- [WHAT THE EXERCISE ASKS]
Work out how many lines below contain "route", then write only that number.

(Stored data entries)
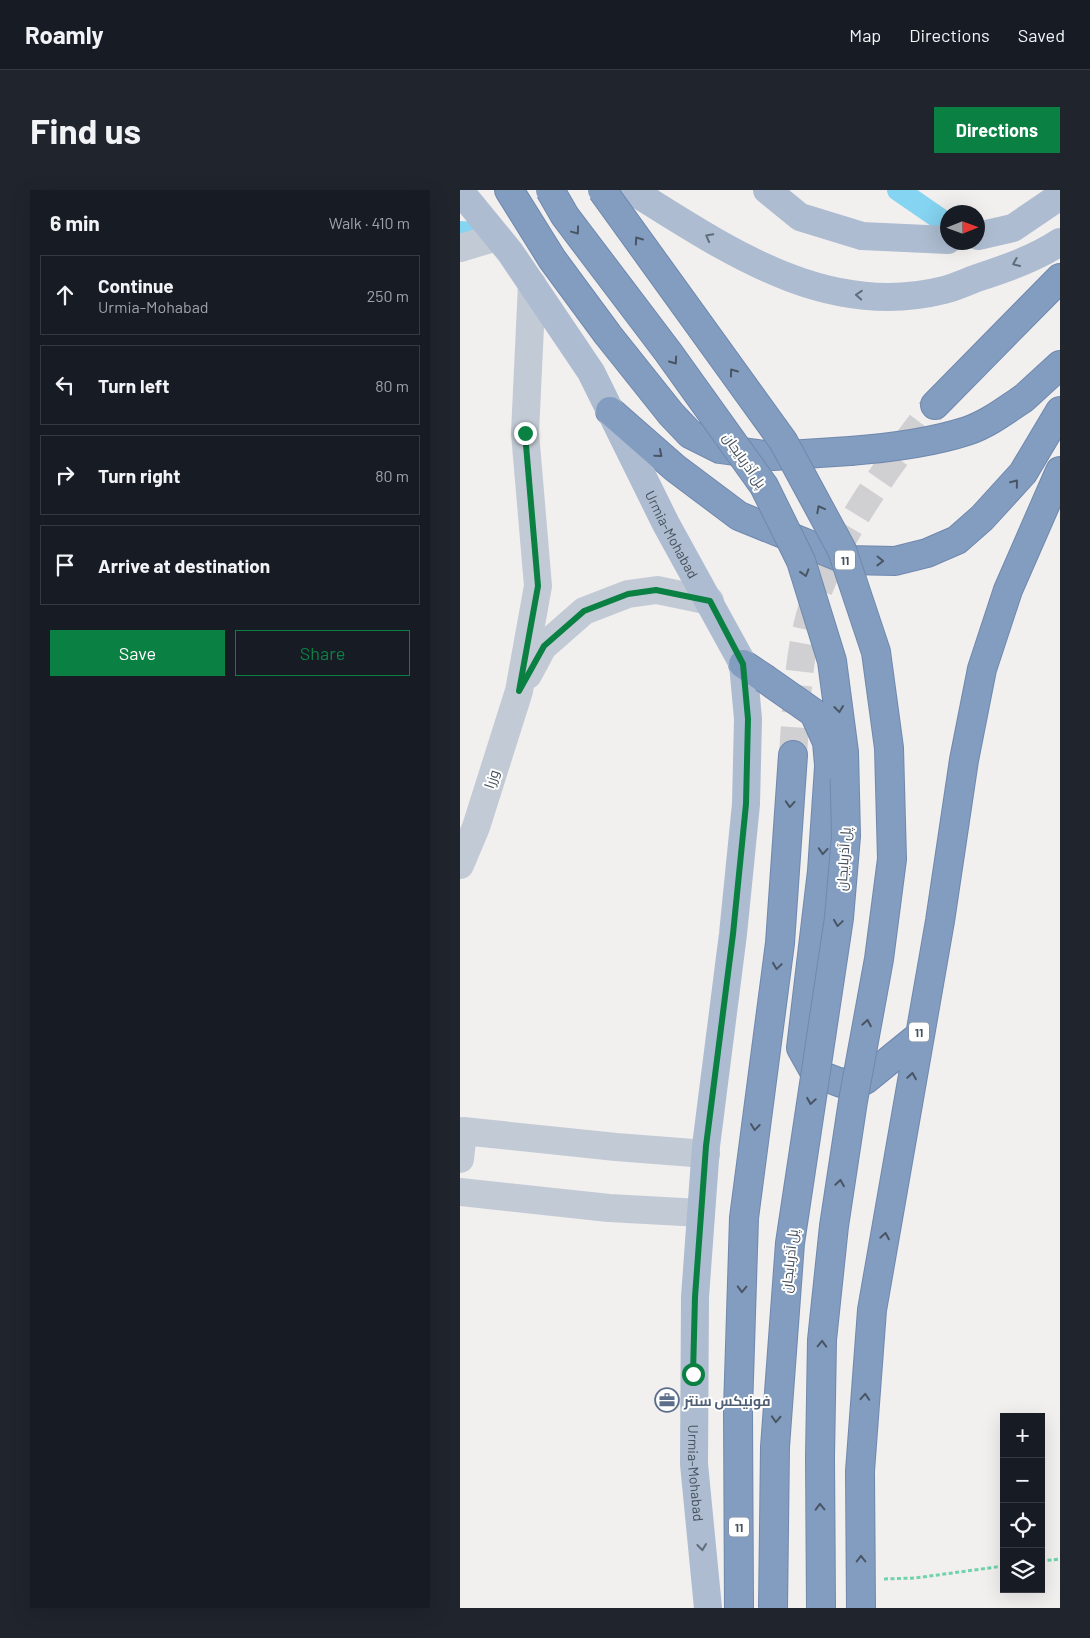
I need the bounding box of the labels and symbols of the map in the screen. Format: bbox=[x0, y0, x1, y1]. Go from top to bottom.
north arrow bbox=[940, 205, 985, 250]
one-way arrow bbox=[570, 225, 579, 235]
one-way arrow bbox=[705, 233, 714, 243]
one-way arrow bbox=[635, 237, 644, 246]
one-way arrow bbox=[1012, 257, 1021, 268]
one-way arrow bbox=[855, 289, 863, 300]
one-way arrow bbox=[668, 355, 677, 364]
one-way arrow bbox=[730, 368, 739, 378]
route end bbox=[514, 422, 537, 445]
street label: پل آذربایجان bbox=[718, 429, 770, 492]
one-way arrow bbox=[654, 449, 663, 458]
one-way arrow bbox=[1009, 480, 1017, 489]
street label: Urmia-Mohabad bbox=[642, 487, 702, 581]
one-way arrow bbox=[816, 505, 826, 514]
road number: 11 bbox=[835, 550, 855, 570]
one-way arrow bbox=[876, 556, 884, 566]
one-way arrow bbox=[799, 568, 809, 576]
one-way arrow bbox=[833, 705, 843, 713]
street label: وزرا bbox=[480, 767, 502, 791]
one-way arrow bbox=[784, 800, 795, 808]
street label: پل آذربایجان bbox=[832, 826, 856, 892]
one-way arrow bbox=[818, 847, 829, 855]
one-way arrow bbox=[833, 920, 844, 928]
one-way arrow bbox=[772, 962, 782, 970]
one-way arrow bbox=[862, 1018, 872, 1027]
road number: 11 bbox=[909, 1022, 929, 1042]
one-way arrow bbox=[906, 1071, 916, 1080]
one-way arrow bbox=[807, 1097, 817, 1106]
one-way arrow bbox=[750, 1123, 761, 1131]
one-way arrow bbox=[835, 1178, 845, 1187]
street label: پل آذربایجان bbox=[777, 1228, 803, 1294]
one-way arrow bbox=[879, 1231, 889, 1240]
one-way arrow bbox=[736, 1285, 747, 1293]
one-way arrow bbox=[817, 1340, 828, 1348]
route start bbox=[682, 1363, 705, 1386]
office icon: فونیکس سنتر bbox=[654, 1387, 680, 1413]
place label: فونیکس سنتر bbox=[683, 1392, 770, 1410]
one-way arrow bbox=[860, 1393, 871, 1401]
one-way arrow bbox=[771, 1415, 782, 1423]
street label: Urmia-Mohabad bbox=[685, 1425, 708, 1522]
one-way arrow bbox=[815, 1503, 825, 1510]
road number: 11 bbox=[729, 1518, 749, 1536]
one-way arrow bbox=[697, 1543, 708, 1551]
one-way arrow bbox=[856, 1555, 866, 1563]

- [WRITTEN RESPONSE]
2